With the children home from school, this day turned into a winterized “to do” list.  Mustering up all of my strength, I cheerfully announced to the restless bundles of energy, “This is a good day for building a fire in the wood stove, baking cookies, and… cleaning!”  Up until that last part, I had their undivided attention. But with the dreaded word “cleaning,” came moans drawn out long enough to rival the wind itself.

The kids’ idea of a fun time had more to do with taking out than putting back, messing up than cleaning up.  But with the promise of freshly baked cookies as a reward, the troops took to the battle of cleaning the playroom.

Now this room was quite a mess, so I knew I’d have at least a few minutes alone with my baking… and my thoughts.  I took out all of the ingredients as the “cleaning” thundered below me.  

“Why do I feel so down – so gloomy and cloudy inside?” There was a heaviness inside me that didn’t just roll in with the weather, and I didn’t like it.  Like the storm outside my window, an uninvited cloud of self-condemnation had settled low over the mountain of my jumbled thoughts.

“This is ridiculous,” I thought.  “Snap out of it.”  But nothing would help.
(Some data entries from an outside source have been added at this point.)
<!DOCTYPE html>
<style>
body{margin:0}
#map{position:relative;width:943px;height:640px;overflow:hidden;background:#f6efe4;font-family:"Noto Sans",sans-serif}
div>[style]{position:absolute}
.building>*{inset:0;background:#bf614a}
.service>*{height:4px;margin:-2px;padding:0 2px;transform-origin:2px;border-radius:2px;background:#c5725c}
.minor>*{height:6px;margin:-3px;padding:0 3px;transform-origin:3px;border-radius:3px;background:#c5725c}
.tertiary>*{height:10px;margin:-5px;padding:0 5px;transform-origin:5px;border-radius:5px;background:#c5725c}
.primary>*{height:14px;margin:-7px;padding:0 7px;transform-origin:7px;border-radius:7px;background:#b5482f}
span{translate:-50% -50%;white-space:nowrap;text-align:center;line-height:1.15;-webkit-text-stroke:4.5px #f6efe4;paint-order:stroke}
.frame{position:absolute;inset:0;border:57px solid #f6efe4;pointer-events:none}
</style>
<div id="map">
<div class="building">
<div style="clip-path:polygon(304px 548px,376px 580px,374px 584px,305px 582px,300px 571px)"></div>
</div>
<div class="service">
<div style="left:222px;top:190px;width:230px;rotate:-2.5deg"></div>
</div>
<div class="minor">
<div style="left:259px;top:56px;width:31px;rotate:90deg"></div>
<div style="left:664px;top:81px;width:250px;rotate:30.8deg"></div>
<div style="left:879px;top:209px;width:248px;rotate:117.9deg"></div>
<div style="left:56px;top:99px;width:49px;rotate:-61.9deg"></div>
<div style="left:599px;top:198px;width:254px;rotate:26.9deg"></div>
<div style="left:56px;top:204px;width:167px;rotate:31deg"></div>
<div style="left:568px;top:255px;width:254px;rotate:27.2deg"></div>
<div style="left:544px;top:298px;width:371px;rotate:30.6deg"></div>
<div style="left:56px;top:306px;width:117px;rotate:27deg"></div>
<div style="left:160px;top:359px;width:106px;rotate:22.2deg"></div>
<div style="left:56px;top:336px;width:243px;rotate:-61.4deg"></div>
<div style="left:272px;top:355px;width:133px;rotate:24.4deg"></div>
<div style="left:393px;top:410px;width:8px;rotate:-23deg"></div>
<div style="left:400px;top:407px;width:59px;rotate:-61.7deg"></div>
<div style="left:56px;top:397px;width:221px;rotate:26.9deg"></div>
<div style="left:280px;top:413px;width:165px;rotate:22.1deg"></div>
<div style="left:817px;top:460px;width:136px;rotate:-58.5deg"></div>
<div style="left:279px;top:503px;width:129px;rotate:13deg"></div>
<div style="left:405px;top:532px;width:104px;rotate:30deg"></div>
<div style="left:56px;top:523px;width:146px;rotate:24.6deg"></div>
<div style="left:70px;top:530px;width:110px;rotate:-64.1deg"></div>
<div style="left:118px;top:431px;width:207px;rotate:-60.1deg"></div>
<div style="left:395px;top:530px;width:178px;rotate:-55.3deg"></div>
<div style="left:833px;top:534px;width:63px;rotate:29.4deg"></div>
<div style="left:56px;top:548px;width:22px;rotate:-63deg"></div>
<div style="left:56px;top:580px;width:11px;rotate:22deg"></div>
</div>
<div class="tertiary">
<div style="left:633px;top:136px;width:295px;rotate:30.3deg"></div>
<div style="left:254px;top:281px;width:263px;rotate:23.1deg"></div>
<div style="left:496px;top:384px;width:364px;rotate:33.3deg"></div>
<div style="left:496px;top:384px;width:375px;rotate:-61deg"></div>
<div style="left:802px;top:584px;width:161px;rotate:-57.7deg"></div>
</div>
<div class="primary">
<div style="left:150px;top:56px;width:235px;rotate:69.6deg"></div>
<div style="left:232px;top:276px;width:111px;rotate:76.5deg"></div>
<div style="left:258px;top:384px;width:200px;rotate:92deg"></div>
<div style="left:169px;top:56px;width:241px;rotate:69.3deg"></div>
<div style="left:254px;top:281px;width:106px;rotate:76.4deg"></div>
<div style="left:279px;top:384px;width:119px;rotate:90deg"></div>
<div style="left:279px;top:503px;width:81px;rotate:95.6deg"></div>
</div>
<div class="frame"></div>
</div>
The heaviness just wouldn’t go.

And that’s when I heard it.  Scraping.  Dragging.  Gasping for breath.  Someone was struggling to maneuver something around corners and up stairs.  Something big.  As I stood in the kitchen and waited, my curiosity mounted.
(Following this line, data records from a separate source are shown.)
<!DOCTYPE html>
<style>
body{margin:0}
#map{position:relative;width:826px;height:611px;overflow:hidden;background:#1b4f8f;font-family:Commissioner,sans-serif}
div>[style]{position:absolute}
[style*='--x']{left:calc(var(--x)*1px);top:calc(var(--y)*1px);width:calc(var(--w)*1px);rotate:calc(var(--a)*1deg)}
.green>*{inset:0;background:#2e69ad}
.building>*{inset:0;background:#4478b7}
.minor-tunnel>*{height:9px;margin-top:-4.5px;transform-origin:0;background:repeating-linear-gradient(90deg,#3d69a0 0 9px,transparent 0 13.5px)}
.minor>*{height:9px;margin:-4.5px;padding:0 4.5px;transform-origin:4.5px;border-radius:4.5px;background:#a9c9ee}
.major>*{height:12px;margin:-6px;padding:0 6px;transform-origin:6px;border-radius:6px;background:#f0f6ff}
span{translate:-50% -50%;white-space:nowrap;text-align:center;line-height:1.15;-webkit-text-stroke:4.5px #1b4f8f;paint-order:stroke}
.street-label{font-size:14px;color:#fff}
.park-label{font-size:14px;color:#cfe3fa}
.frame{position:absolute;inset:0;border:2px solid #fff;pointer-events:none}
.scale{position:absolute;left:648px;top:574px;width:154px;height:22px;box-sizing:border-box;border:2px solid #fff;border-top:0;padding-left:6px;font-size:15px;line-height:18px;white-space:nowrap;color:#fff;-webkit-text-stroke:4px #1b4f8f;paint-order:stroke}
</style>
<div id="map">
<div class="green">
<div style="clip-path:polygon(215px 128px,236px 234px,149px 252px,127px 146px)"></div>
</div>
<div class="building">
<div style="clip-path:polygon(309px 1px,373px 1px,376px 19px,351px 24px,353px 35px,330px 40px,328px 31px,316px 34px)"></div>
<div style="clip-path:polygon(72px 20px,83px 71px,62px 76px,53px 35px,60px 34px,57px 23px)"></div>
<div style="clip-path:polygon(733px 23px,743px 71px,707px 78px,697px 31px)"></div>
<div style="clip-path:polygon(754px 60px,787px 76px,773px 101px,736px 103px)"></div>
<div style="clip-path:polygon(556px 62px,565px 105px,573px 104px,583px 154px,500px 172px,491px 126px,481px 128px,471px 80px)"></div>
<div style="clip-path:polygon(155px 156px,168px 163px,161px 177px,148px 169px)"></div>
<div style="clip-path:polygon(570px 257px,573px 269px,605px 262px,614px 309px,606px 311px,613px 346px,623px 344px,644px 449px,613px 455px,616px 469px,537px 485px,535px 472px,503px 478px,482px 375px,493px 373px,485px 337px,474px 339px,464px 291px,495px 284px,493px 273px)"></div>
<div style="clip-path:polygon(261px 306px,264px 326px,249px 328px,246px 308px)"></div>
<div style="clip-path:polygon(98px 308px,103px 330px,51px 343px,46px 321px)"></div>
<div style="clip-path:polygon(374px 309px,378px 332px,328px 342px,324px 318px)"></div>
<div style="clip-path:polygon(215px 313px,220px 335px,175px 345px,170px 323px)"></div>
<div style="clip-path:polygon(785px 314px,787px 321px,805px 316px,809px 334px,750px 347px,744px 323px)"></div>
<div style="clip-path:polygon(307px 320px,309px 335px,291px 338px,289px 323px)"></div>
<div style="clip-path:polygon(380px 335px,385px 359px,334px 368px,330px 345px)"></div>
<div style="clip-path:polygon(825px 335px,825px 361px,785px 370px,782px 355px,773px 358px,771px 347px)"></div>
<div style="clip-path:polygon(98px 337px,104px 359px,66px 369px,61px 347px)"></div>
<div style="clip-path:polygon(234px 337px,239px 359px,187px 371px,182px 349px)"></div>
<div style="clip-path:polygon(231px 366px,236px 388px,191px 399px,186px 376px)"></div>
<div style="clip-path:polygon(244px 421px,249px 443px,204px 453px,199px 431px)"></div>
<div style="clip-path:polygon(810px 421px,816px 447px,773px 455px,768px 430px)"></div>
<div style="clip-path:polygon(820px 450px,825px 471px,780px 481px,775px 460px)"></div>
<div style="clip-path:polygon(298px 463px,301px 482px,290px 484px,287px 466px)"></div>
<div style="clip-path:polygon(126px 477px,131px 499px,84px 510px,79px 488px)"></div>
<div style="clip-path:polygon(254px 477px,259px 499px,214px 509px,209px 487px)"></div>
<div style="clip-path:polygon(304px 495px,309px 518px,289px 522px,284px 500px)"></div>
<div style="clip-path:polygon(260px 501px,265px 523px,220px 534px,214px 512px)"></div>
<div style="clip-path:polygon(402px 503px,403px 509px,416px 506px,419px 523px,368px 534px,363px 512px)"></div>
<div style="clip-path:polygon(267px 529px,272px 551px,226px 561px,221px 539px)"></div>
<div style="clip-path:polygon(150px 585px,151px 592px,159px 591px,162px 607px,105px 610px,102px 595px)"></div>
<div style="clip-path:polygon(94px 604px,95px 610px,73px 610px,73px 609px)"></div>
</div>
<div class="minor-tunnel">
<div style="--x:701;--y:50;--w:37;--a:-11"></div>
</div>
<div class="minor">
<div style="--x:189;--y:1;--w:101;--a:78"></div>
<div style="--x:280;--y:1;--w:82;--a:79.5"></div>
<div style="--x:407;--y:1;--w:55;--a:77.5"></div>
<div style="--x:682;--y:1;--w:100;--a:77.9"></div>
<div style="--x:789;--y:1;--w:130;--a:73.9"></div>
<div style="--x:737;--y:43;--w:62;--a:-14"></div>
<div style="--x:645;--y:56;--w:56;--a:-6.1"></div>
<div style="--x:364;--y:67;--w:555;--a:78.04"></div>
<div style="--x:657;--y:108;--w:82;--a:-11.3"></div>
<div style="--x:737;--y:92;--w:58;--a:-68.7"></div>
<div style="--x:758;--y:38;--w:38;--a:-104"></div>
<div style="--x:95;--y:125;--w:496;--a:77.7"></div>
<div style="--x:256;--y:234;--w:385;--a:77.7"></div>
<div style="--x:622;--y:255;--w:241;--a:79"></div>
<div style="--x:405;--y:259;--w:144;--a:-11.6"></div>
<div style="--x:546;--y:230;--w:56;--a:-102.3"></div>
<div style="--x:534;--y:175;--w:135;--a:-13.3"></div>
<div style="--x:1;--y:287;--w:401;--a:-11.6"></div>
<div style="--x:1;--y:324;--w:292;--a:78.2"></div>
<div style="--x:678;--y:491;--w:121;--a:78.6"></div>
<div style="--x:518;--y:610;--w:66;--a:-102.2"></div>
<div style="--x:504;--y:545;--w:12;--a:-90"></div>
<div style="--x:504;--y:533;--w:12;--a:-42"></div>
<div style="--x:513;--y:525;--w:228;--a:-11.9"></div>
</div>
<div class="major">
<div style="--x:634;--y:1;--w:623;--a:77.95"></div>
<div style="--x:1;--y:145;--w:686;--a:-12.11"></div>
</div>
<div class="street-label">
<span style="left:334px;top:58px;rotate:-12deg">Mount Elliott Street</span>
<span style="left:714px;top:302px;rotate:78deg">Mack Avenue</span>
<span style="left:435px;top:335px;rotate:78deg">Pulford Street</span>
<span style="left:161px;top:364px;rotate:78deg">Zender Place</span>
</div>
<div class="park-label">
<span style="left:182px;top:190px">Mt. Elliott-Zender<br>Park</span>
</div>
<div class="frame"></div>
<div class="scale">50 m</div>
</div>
Finally, I saw the little blonde head of my 7-year-old son peek around the corner, smiling and panting.  In one hand he held a place mat that belonged on the kitchen table.  But it was what was in his other hand that caught my eye.  Awkwardly clutched under one arm was the padded corner of an exercise mat.  The end was nowhere in site as it snaked its way down the stairs. Now, this mat usually stayed down in the playroom, so I knew my next question was written all over my face.  “Adam,” I said, “what are you doing with that?”

I watched as realization lit up his face. With a look more confused than my own, he barely whispered, “I forgot I was carrying it.”  His eyes had a twinkle in them only a child’s could have, and suddenly we both burst out laughing.  Soon, he disappeared back down the stairs, giggling and tugging all the way.

We were a lot alike, my son and me.  I didn’t need my heavy load either. I had forgotten that the freedom I have in God has no limits.  It’s not only for the sunny summer days of life when the skies are blue and the feelings are not. No.  It’s intended for my mind as well as my heart, and it has no barometer for the weather. Spiritual freedom shines brightly through all the seasons of my life, and can’t be clouded. Not unless I let it.

On that chilly autumn day, my 7-year-old son learned a profound lesson about life:  find out what is truly important and cling to it, then leave everything else behind.  

And the funny thing is, so did his Mom.